Data for this task:
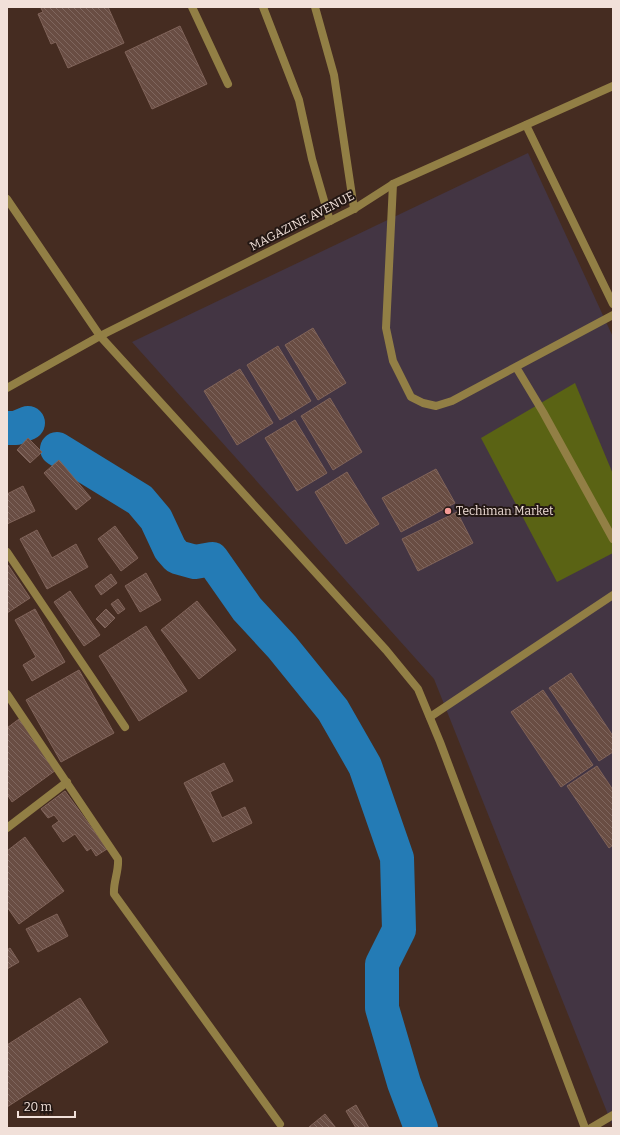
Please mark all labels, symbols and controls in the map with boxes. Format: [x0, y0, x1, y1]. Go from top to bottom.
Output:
street label: MAGAZINE AVENUE [248, 189, 356, 253]
place label: Techiman Market [456, 504, 554, 518]
marker: Techiman Market [443, 506, 453, 516]
scale bar [18, 1093, 75, 1119]
text: 20 m [24, 1100, 53, 1114]

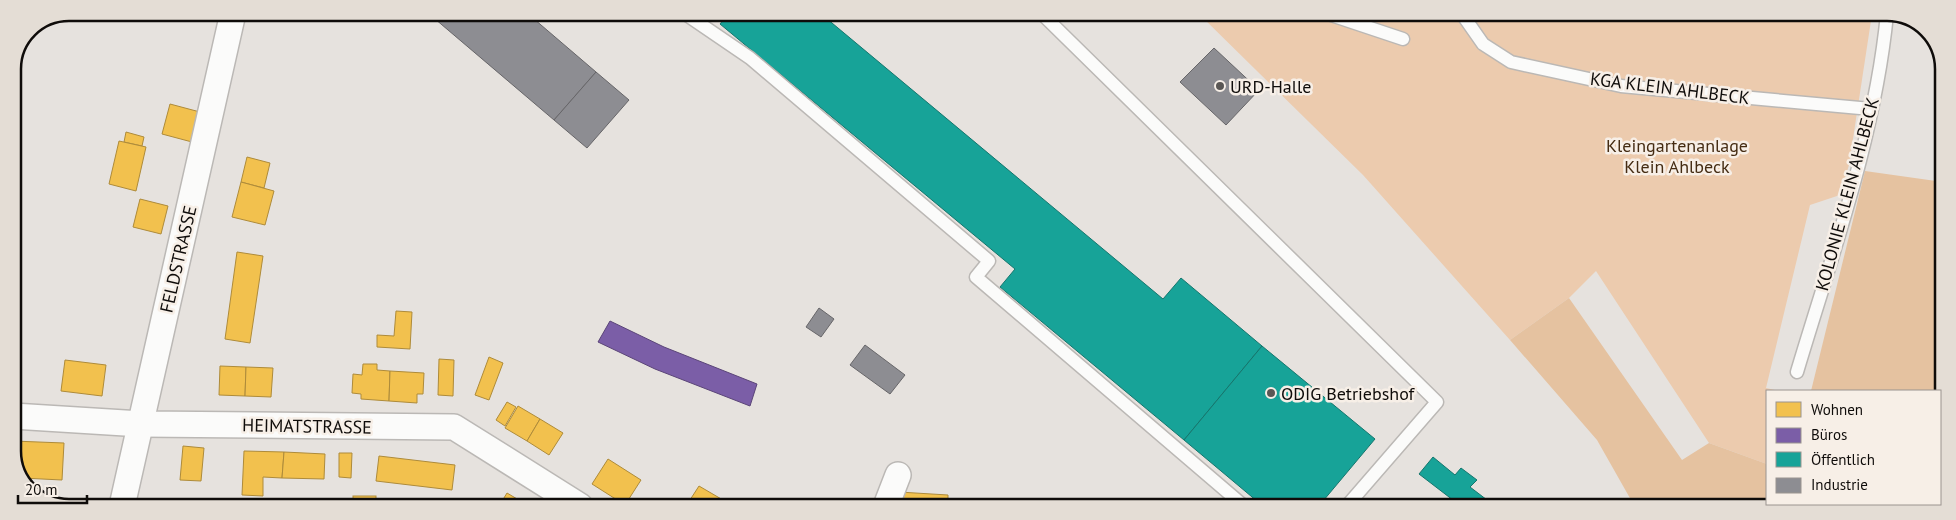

Exercise directions: Reproduce the material exactly; keep pictures out.

Result for this exercise:
Please mark all labels, symbols and controls in the map with boxes. Format: [x0, y0, x1, y1]. Go from top to bottom.
Output:
street label: MAGAZINE AVENUE [248, 189, 356, 253]
place label: Techiman Market [456, 504, 554, 518]
marker: Techiman Market [443, 506, 453, 516]
scale bar [18, 1093, 75, 1119]
text: 20 m [24, 1100, 53, 1114]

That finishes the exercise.